Memori tentang perbincangan itu menyadarkanku, bahwa doa tidak terbatas untuk urusan dunia saja atau untuk akhirat saja. Iya, berdoalah untuk keduanya. Kadang, doa identik dengan urusan akhirat sehingga seperti sudah biasa kalau kita memanjatkan doa seperti minta diampuni dosa-dosa, dijauhkan dari api neraka, dan dimasukkan ke dalam surga. Padahal berdoa untuk urusan dunia pun boleh, bahkan sangat perlu. Berdoa untuk kelancaran ujian, dimudahkan dalam mencari pekerjaan, dilancarkan rezekinya, dan lain-lain. Justru ketika tidak berdoa sama sekali untuk urusan dunia, rasanya kok kita sombong sekali. Padahal kehidupan di dunia ini juga terjadi atas kekuasaan Allah. Jangan lupa berdoa untuk urusan duniamu, apalagi untuk urusan akhiratmu.
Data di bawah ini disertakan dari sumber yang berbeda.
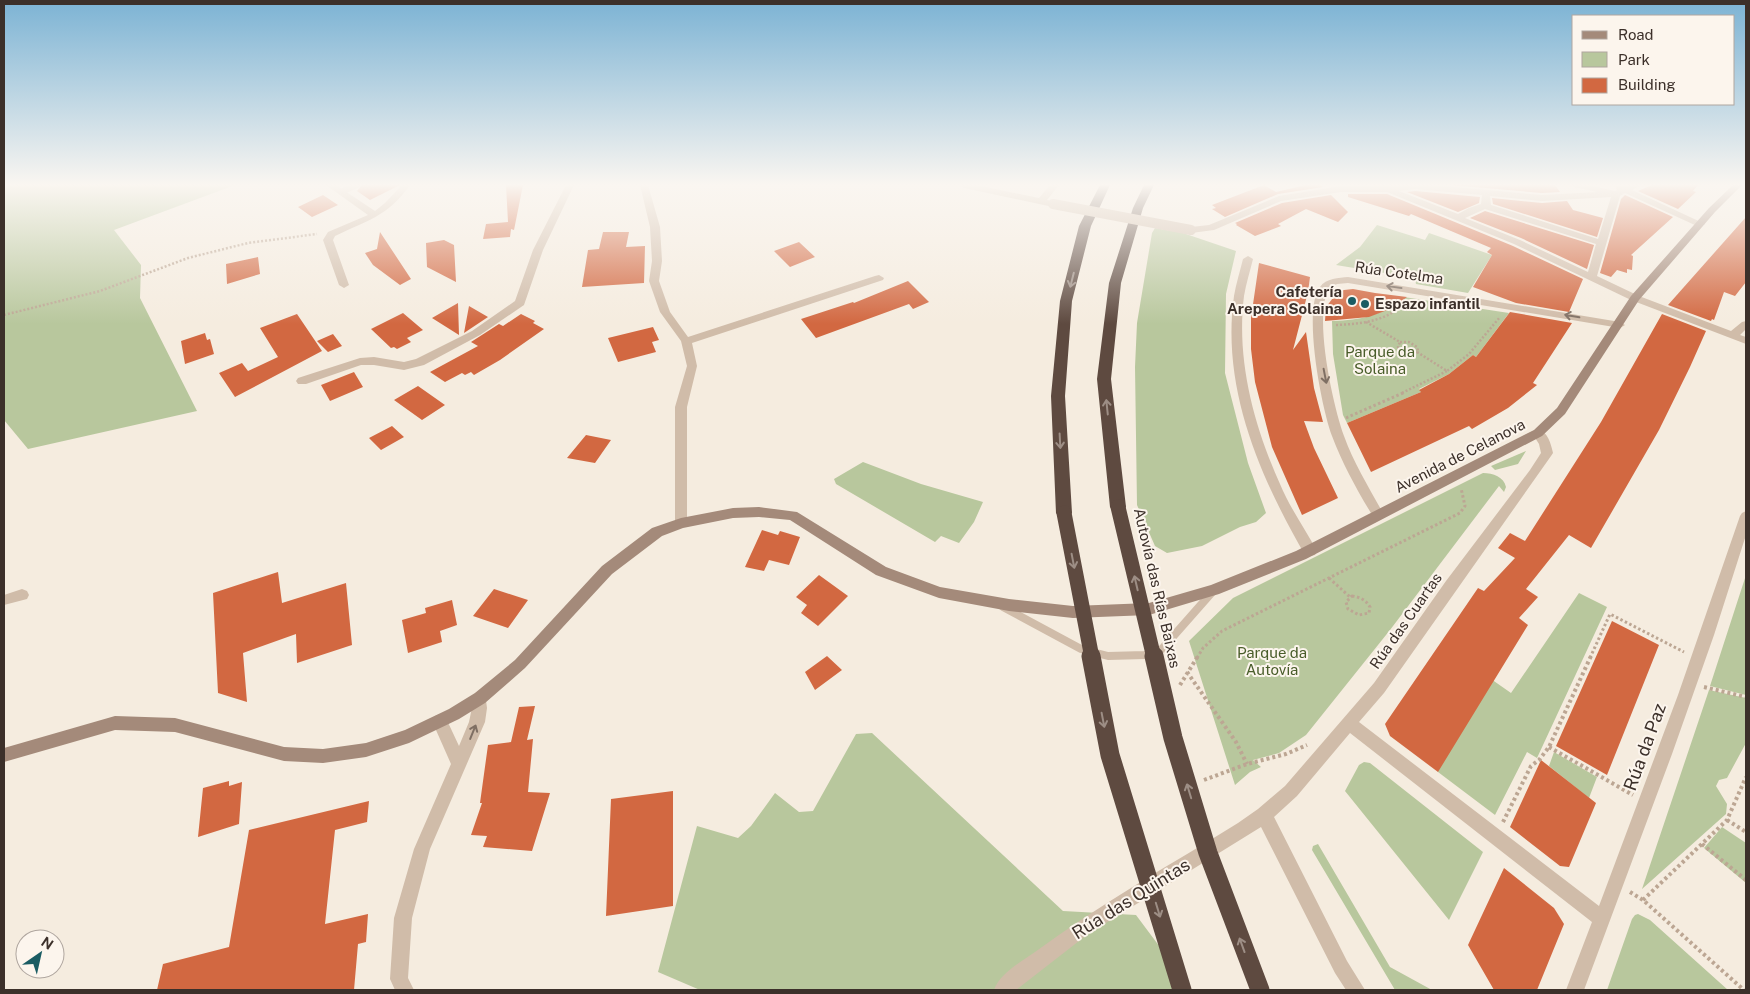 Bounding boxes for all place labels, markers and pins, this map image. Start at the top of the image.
place label: Cafetería Arepera Solaina [1227,283,1342,317]
marker: Cafetería Arepera Solaina [1346,295,1358,307]
place label: Espazo infantil [1375,295,1481,312]
marker: Espazo infantil [1359,298,1371,310] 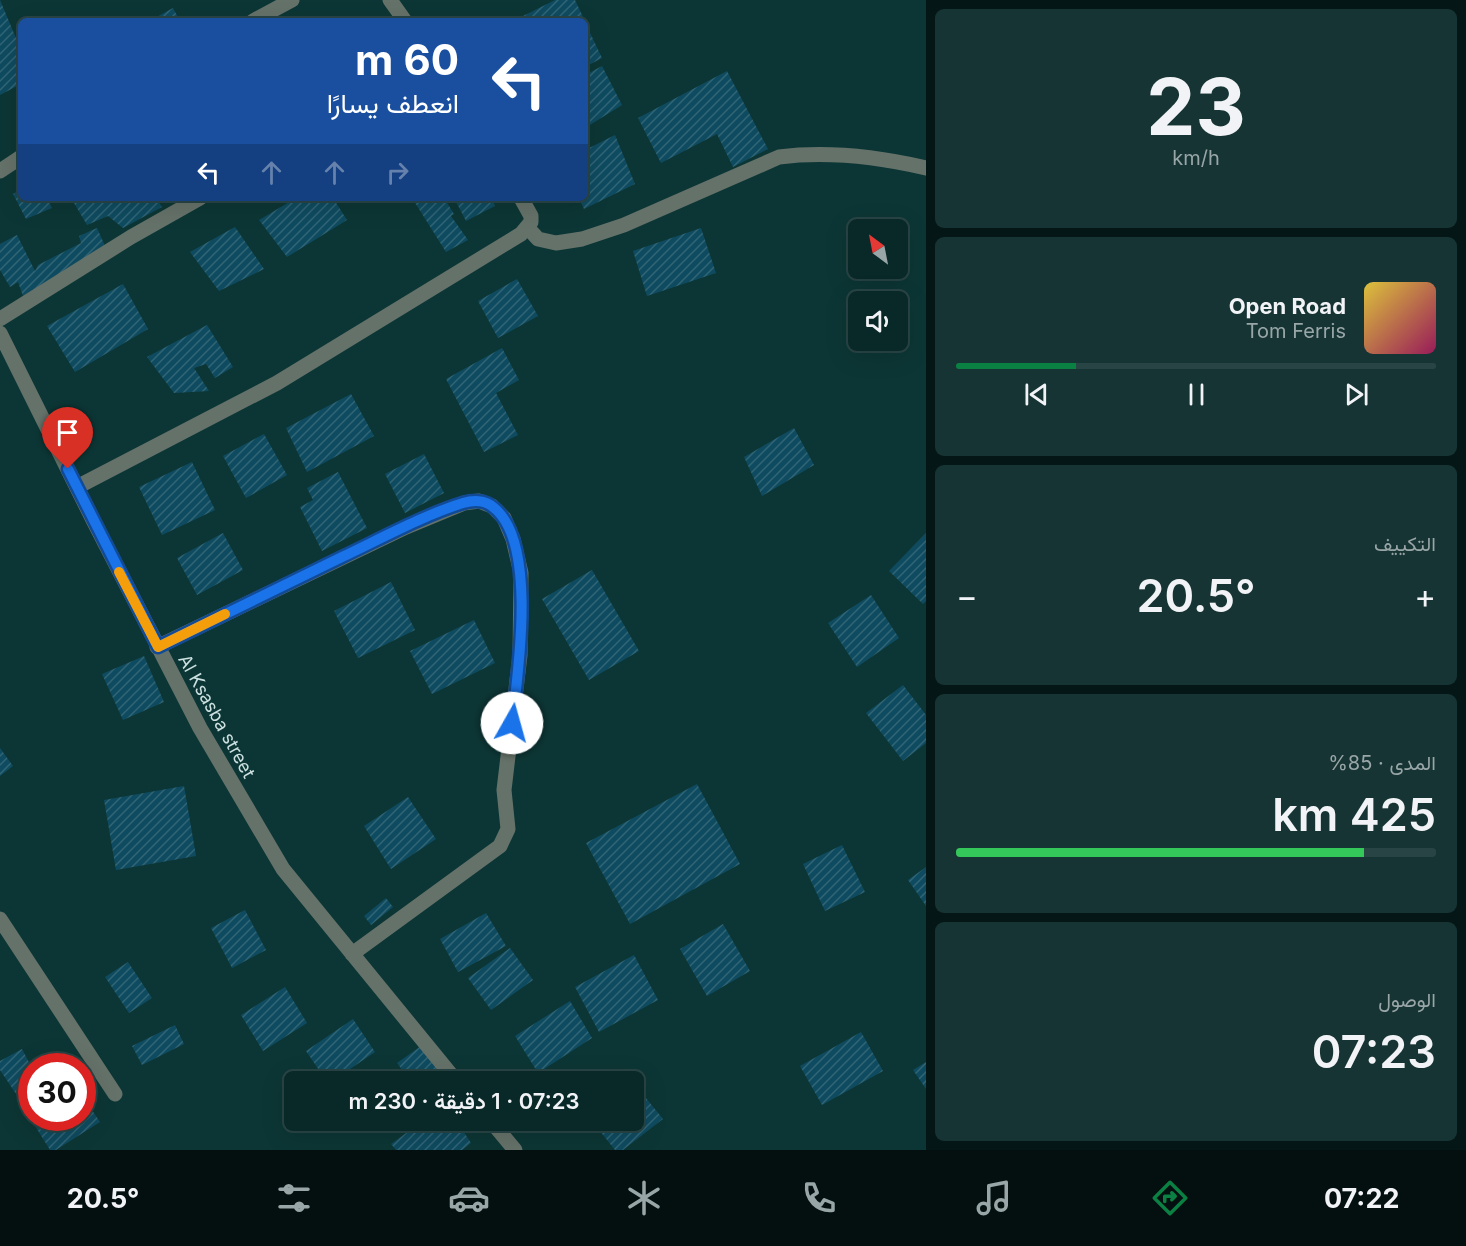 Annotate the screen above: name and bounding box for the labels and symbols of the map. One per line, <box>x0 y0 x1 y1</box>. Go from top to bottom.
north arrow <box>848 219 908 279</box>
pin <box>42 407 93 469</box>
street label: Al Ksasba street <box>174 650 260 782</box>
position arrow <box>480 691 544 755</box>
speed limit sign: 30 <box>18 1053 96 1131</box>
Terakhir, menurutku doa tidak terbatas pada jarak maupun waktu. Sejauh apapun kita terpisah dengan orang lain, teman-teman, ataupun keluarga kita, kita masih dapat 'menjangkau' mereka dengan doa. Tidak ada batasan, orang dari desa A cuma bisa berdoa untuk orang-orang di desa tersebut, atau orang Tangsel hanya bisa berdoa untuk orang Tangsel saja. Tidak. Doa kita, bisa menjangkau saudara-saudara kita di Palestina yang sedang diberi ujian dan cobaan yang begitu luar biasa. Ingat doa saat khutbah kedua sholat Jumat, atau saat khutbah di hari raya? Di sana, terselip doa untuk seluruh umat muslim di dunia. Luas sekali bukan, jangkauannya? Salah satu contoh terjemahan doanya: "Ya Allah, ampunilah kaum mukminin laki-laki dan perempuan, kaum muslimin laki-laki dan perempuan, baik yang masih hidup maupun yang sudah meninggal. Sesungguhnya Engkau adalah Dzat yang Maha Mendengar, Mahadekat, Dzat yang mengabulkan doa".
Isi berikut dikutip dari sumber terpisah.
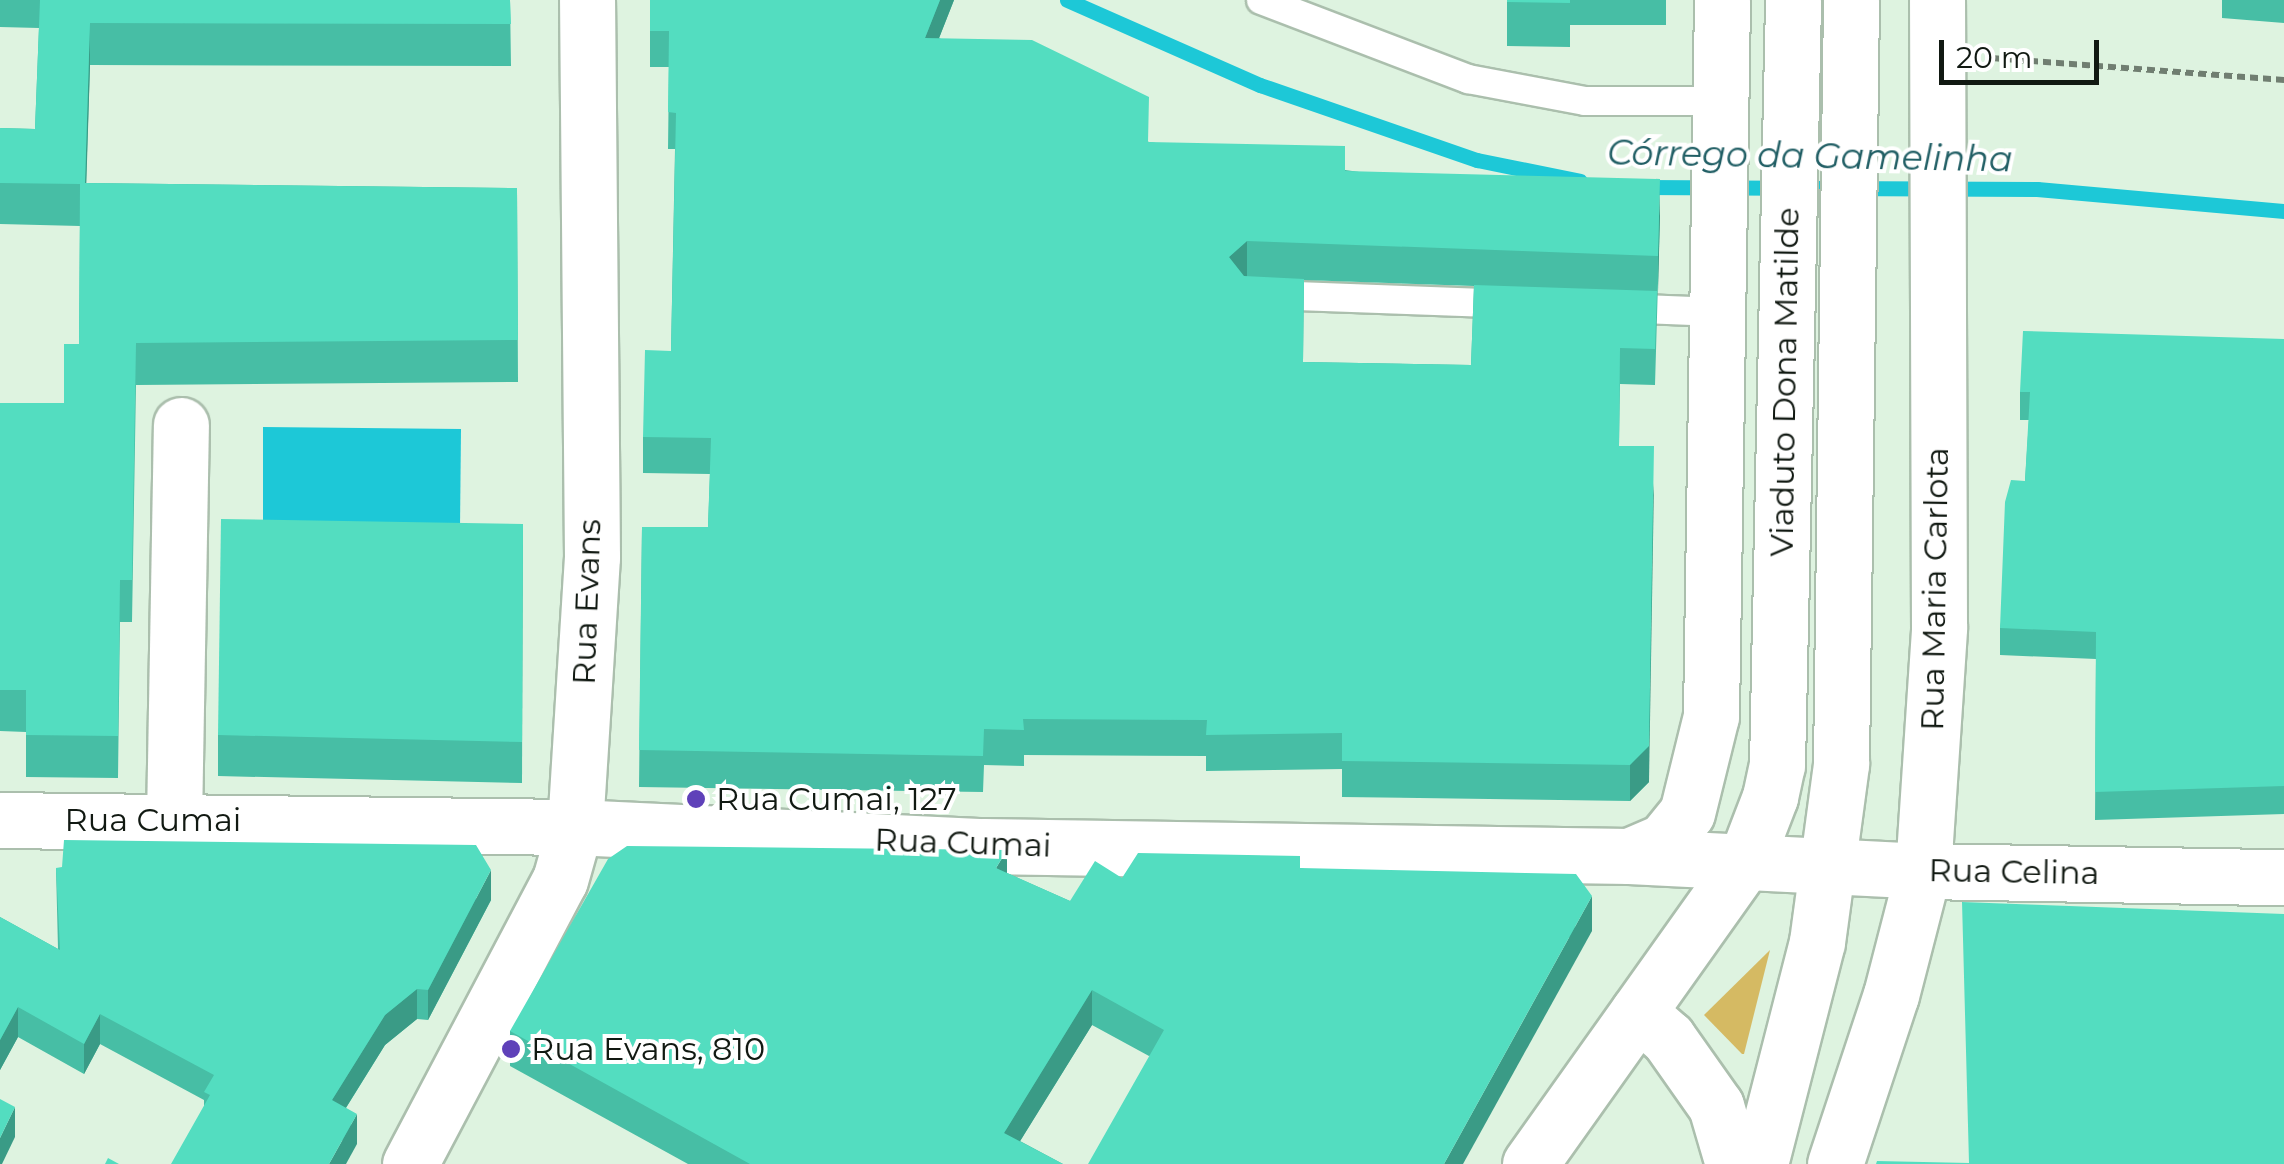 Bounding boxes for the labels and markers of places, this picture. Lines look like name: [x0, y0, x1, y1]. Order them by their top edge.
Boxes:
place label: Rua Cumai, 127: [716, 780, 957, 818]
marker: Rua Cumai, 127: [685, 788, 707, 810]
place label: Rua Evans, 810: [531, 1030, 765, 1068]
marker: Rua Evans, 810: [500, 1038, 522, 1060]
Melanjutkan terjemahan doa di atas, ya, doa pun tak terhalang waktu. "baik yang masih hidup maupun yang sudah meninggal," kita selalu bisa mengirimkan doa terbaik untuk orang-orang yang sudah tiada, yang sudah meninggalkan kita terlebih dahulu. Raga mereka sudah tak ada, tetapi doa dari kita untuk mereka masih terus bisa dipanjatkan. Pun dengan orang-orang yang akan terlahir di masa depan. Fisik mereka mungkin belum ada, tetapi kita masih tetap bisa memanjatkan doa untuk mereka: berdoa untuk kebaikan bayi yang masih beberapa bulan dalam kandungan, berdoa untuk kesejahteraan keturunan kita sampai seterusnya, berdoa untuk bangsa yang lebih baik ke depannya. Baik orang yang sudah tiada, maupun yang 'belum ada', kita bisa memanjatkan doa untuk mereka.
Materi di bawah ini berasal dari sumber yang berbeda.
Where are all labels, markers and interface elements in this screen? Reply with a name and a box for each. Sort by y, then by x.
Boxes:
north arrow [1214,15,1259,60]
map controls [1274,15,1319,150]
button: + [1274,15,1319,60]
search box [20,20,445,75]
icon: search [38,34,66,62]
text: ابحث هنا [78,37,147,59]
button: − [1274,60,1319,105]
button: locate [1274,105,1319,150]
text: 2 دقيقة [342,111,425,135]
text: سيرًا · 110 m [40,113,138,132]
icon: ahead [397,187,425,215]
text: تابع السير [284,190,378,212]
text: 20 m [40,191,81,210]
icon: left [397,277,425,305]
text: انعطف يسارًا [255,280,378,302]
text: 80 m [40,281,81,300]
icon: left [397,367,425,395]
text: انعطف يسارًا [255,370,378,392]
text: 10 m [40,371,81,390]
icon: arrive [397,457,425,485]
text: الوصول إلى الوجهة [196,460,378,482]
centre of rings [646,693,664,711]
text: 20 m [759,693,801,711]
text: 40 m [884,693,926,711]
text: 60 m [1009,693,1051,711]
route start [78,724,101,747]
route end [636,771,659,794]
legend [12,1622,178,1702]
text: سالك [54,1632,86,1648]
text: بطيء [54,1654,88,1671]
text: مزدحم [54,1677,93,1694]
Nah mungkin sekian yang bisa aku bagi pada post kali ini. Semoga bisa jadi reminder untuk kita, bahwa doa itu sungguh tidak terbatas. Berdoalah sebanyak-banyaknya, panjatkan segala ingin dan harapmu pada Yang Maha Kuasa, jangan membatasi doamu karena Allah sungguh Maha Mengabulkan Doa. Tentu saja, doa untuk yang baik-baik ya hehe. Bukan hanya yang baik menurut kita, tetapi mintalah yang terbaik menurut Allah, untuk kita.

Terima kasih sudah membaca post ini kawan-kawan, semoga bermanfaat ya!